Edith puts her hand on my shoulder. “Why don’t you come early tomorrow? I’ll show you the part. Just the two of us. You’ll pick it up in no time.”
“Really?”
“Once you know the steps, you’ll feel a lot better. OK?”
“OK!” I say.
Edith smiles and heads off to change, but I wait for Miss Martha to finish talking.
“Miss Martha?” I say quietly, because even though she is my teacher, Miss Martha still scares me just a little.
She looks at me and waits.
“I just wanted to let you know that Edith is coming in early tomorrow to help me learn the part. I promise I’ll be much better at the next rehearsal.”
Miss Martha doesn’t say anything. In fact, she looks almost angry.
“So Edith is going to train the perfect understudy?” she says. “I hope she isn’t planning on being sick.”
I’m confused. Why would Edith do that?
But Miss Martha doesn’t give me a chance to ask the question. “Go now. I have important things to do.”
I nod, and hurry out of the theater.
“OK, Casey, let’s go through it slowly,” Edith says. “You shadow me like last time.”
We’re standing on the stage, just the two of us, and her voice echoes in the empty space.
Edith counts the beats slowly, and as she counts, she moves. Watching Edith dance is like trying to stare at the sun, but I need to keep looking. Her arm twists out from her shoulder and I do the same, like I am sculpting the air. The beat changes and Edith falls to her knees, and I am beside her, moving from the waist to bring my head to the floor. Edith turns to look at me every few steps to make sure I am keeping up, and when she sees I am, she smiles. I follow her as we leap across the stage.
“OK, that’s really good. Do you think you can do it faster?” Edith asks. She’s breathing hard and so am I.
I nod. Edith turns on the record player, and I take a deep breath and settle into my body, waiting for the music to lift me up and carry me across the stage. I can feel Edith checking on me as I move, but I keep going, letting the music tell me what to do. I kneel and leap and sway, and try to keep dancing beyond the tips of my fingers and toes. And then the silence comes and I am oh-so-still, staring across the seats to the back of the theater.

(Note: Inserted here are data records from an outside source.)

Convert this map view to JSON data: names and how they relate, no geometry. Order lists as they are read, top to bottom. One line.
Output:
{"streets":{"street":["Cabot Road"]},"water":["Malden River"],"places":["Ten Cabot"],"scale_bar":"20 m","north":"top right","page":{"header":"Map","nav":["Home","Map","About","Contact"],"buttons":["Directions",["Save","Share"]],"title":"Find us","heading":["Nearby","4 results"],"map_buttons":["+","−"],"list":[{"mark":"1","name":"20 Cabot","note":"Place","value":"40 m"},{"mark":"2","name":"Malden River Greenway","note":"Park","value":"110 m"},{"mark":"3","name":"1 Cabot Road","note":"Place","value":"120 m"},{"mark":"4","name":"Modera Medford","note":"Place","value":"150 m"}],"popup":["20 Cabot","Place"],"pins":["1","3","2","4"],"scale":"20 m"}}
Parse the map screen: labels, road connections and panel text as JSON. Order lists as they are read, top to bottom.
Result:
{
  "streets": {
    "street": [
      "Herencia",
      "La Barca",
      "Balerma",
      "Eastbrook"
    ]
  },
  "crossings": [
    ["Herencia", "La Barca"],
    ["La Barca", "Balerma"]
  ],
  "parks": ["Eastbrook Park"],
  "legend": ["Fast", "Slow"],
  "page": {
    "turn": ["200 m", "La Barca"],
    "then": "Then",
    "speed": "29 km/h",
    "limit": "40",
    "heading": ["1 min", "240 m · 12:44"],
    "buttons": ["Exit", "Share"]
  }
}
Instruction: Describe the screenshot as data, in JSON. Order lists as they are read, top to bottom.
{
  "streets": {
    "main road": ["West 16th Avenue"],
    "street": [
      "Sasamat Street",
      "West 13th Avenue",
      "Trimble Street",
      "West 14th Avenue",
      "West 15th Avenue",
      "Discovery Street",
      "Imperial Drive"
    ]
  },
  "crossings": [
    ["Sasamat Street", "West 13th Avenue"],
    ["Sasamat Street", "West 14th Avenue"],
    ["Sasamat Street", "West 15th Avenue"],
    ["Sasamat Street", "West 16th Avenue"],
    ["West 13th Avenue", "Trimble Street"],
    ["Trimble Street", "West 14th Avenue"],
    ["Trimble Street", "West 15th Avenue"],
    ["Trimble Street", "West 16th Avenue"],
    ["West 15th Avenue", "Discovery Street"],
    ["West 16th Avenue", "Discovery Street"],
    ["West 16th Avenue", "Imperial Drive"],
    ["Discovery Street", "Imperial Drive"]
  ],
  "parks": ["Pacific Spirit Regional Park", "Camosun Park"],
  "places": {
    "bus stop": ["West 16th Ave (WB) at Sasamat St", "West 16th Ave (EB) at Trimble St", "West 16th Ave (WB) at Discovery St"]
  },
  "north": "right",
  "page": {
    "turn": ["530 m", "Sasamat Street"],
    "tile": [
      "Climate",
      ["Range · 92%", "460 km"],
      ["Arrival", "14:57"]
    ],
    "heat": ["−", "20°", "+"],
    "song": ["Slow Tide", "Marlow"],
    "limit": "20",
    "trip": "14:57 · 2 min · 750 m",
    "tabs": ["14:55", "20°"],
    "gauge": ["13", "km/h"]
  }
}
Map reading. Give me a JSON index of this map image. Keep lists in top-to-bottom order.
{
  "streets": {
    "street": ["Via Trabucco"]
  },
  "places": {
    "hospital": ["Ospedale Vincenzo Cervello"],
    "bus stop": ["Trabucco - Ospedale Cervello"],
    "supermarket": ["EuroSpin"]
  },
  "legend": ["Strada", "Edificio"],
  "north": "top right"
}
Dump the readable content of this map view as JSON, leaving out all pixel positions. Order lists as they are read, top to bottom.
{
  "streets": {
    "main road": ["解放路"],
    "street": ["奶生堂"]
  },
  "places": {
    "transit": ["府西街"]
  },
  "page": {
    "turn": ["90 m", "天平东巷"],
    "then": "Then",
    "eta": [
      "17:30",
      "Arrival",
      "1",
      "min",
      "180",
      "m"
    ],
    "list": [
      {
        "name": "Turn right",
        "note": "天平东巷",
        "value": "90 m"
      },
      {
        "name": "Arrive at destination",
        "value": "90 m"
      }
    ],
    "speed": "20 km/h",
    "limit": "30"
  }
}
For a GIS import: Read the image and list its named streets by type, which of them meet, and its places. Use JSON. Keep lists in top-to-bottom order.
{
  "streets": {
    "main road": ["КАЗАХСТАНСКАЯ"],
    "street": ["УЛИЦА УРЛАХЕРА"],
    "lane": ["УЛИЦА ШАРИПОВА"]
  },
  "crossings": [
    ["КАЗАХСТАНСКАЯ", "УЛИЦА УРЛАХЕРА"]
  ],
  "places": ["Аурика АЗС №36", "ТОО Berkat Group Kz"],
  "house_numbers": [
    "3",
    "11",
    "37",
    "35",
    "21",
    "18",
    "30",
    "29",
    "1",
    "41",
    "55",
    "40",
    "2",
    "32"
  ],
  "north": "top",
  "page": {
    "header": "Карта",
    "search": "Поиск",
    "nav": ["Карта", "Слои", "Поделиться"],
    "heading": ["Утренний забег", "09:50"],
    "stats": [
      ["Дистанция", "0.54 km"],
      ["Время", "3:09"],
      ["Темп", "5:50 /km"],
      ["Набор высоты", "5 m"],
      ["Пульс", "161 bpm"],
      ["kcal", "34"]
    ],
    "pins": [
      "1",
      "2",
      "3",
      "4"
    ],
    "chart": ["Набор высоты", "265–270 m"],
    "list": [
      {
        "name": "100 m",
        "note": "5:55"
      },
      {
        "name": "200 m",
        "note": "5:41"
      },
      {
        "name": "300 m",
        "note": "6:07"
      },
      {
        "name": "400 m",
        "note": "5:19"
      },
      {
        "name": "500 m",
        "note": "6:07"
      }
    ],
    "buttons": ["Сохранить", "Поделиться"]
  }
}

“I knew you could do it, Casey!” Edith says.
Some of the dancers from the company are standing in the audience watching us. They clap and smile. I can feel myself going red, but Edith just grins and puts her arm around me.
“What did I say? She’s good, right?”
My smile is so wide it makes my cheeks hurt.
“Come on, let’s all run it together before Martha gets here.”
The other dancers climb up on the stage and take their places.
“OK, Casey, you dance your part. I’ll dance up front.”
I can see the other company members stealing little glances at each other. But the music starts and I don’t have time to think about anything but dancing.
I start from the beginning, twisting my arms slow and strong out from my body like Edith showed me, and now I am in time with the other dancers and I can feel the beat running though all of us. Edith is dancing Miss Martha’s part, curving her body around my arms and then falling away. It’s like our bodies are talking to each other.
When I go onto my knees with the company, Edith leaps up, and as the rest of us leap, she seems to fall into the floor. It is like we are two halves of a soul, pushing and pulling the space in opposite directions.
The music stops and so do we. My legs are shaky from leaping.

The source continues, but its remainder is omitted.